On the death of Arybbas, Alexander of Epirus succeeded to the throne and the title King of Epirus. Aeacides of Epirus, who succeeded Alexander, espoused the cause of Olympias against Cassander, but was dethroned in 313 BC. His son Pyrrhus came to throne in 295 BC, and for six years fought against the Romans and Carthaginians in southern Italy and Sicily. His campaigns gave Epirus a new, but brief, importance and a lasting contribution to the language with the concept of a "Pyrrhic victory".

In the 3rd century BC, Epirus remained a substantial power, unified under the auspices of the Epirote League as a federal state with its own parliament (or synedrion). However, it was faced with the growing threat of the expansionist Roman Republic, which fought a series of wars with Macedonia. The League remained neutral in the first two Macedonian Wars but split in the Third Macedonian War (171 BC-168 BC), with the Molossians siding with the Macedonians and the Chaones and Thesproti siding with Rome. The outcome was disastrous for Epirus; Molossia fell to Rome in 167 BC, 150,000 of its inhabitants were enslaved and the region was so thoroughly plundered that it took 500 years for central Epirus to recover fully.

Roman and Byzantine rule

The Despotate of Epirus in the Middle Ages.
The Despotate of Epirus in the Middle Ages.

The Roman invasion permanently ended the political independence of the Epirotes. In 146 BC Epirus became part of the province of Roman Macedonia, receiving the name Epirus vetus, to distinguish it from Epirus nova to the north. Its coastal regions grew wealthy from the Roman coastal trade routes, and the construction of the Via Egnatia provided a further boost to prosperity.

Epirus became the westernmost province of the Eastern Roman Empire (subsequently the Greek-speaking Byzantine Empire), ruled from Constantinople when the empire was divided in two in 395 AD. In the seventh century, much of the region was settled by migrating Slavic tribes, such as the Vaiounitai who possibly gave their name to Vagenetia, the western coastal part of Epirus also known as Thesprotia. The Byzantine control of the interior of Epirus began to strengthen only two centuries later.
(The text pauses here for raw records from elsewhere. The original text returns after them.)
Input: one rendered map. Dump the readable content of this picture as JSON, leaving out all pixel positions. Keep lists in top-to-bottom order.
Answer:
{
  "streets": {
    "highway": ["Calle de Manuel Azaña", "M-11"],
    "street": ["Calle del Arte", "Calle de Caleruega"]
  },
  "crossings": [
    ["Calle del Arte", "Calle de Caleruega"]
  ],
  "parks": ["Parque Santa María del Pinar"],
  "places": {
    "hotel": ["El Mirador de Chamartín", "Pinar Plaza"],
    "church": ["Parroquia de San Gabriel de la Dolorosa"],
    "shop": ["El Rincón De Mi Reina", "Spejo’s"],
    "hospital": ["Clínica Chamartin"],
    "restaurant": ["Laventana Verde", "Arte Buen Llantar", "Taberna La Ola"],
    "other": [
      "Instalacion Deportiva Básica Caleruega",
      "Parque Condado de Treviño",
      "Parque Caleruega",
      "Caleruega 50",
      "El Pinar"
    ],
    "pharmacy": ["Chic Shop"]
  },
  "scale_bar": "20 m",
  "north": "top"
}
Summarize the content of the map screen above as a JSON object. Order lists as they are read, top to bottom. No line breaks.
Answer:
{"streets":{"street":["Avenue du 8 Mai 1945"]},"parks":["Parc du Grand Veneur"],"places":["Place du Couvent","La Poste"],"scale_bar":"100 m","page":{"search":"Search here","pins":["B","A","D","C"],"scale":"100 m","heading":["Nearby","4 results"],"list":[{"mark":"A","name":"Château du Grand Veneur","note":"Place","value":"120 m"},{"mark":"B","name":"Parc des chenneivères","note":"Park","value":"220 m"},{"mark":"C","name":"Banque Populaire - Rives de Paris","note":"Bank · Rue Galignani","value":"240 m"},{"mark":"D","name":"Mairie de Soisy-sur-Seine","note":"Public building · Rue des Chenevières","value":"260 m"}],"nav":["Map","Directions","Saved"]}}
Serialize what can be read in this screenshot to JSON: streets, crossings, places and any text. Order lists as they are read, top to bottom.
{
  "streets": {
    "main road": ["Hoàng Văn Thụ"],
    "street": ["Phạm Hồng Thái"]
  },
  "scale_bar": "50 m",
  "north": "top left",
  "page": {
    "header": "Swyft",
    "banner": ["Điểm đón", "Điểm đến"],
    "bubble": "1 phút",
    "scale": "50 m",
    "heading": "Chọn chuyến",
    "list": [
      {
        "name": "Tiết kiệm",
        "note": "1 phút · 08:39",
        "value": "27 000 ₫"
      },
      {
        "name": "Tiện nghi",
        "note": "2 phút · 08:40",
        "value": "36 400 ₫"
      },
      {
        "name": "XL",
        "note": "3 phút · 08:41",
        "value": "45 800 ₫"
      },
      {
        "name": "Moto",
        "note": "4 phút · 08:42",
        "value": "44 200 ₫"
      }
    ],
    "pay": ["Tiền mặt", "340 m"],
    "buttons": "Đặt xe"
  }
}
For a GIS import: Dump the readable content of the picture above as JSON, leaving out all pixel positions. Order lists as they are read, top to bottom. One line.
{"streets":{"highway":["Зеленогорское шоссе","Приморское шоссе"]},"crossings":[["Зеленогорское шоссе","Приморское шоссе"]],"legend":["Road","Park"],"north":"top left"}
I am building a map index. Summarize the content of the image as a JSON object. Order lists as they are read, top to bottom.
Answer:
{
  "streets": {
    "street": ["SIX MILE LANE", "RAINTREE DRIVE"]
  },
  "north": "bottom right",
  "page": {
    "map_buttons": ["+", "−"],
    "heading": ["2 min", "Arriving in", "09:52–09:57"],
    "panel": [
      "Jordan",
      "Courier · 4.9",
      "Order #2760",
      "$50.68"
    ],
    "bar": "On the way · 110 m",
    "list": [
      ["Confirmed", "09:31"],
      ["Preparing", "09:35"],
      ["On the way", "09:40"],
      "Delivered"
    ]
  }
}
When Constantinople fell to the Fourth Crusade in 1204, Michael Angelos Komnenos Ducas seized Aetolia and Epirus and established an independent state known as the Despotate of Epirus. The rulers of the Despotate controlled a substantial area corresponding to a large swathe of northwestern Greece, much of modern Albania and parts of the modern Republic of Macedonia. During this time, the definition of Epirus came to encompass the entire region from the Ambracian Gulf to Dyrrachium (modern-day Durrës, in Albania). Some of the most important cities in Epirus, such as Gjirokastër (Argyrokastron), were founded during this period.

In 1318, Epirus was attacked by Serbs in one of a series of uprisings. Albanians began to move into Epirus during the 13th-14th centuries and Albanian chieftains founded various principalities, such as the Despotate of Angelokastron and the Despotate of Arta. Following an Albanian uprising in 1359, in which the Despot Nicephorus II was killed, the Byzantines authorities in Constantinople re-established a measure of control by making the despotate a vassal state. However, the Ottoman Turks annexed Epirus to their expanding empire following a long campaign between 1430 and 1440. Epirus would remain under Ottoman rule for almost the next 500 years. During this period, Epirus was inhabited by a variety of peoples: mainly by Greeks but also by Slavs, Albanians, Vlachs, Armenians, Jews, Latins and Turks.[30]


Ottoman rule

Linguistic (big) and religious (small) map of the Epirus region, 1878. German maker, H. Kiepert; information provided by Greek scholar, P. Aravandinos.
  Greek speakers
  Greek and Vlach speakers
  Greek and Albanian speakers
  Albanian speakers
  Greek Orthodox entirely
  Greek Orthodox majority
  Greek Orthodox - Muslim equivalence
  Muslim majority
  Muslim entirely

Ottoman rule proved particularly damaging in Epirus; the region was subjected to deforestation and excessive cultivation, which damaged the soil and drove many Epirotes to emigrate to escape the region's pervasive poverty. Nonetheless, the Ottomans did not enjoy total control of Epirus. In 1443 the northernmost part of Epirus was briefly conquered by Gjergj Kastrioti Skenderbeg as part of his revolt against the Ottoman Empire, but on his death it fell to Venice. The Ottomans expelled the Venetians from almost the whole area in the late 15th century.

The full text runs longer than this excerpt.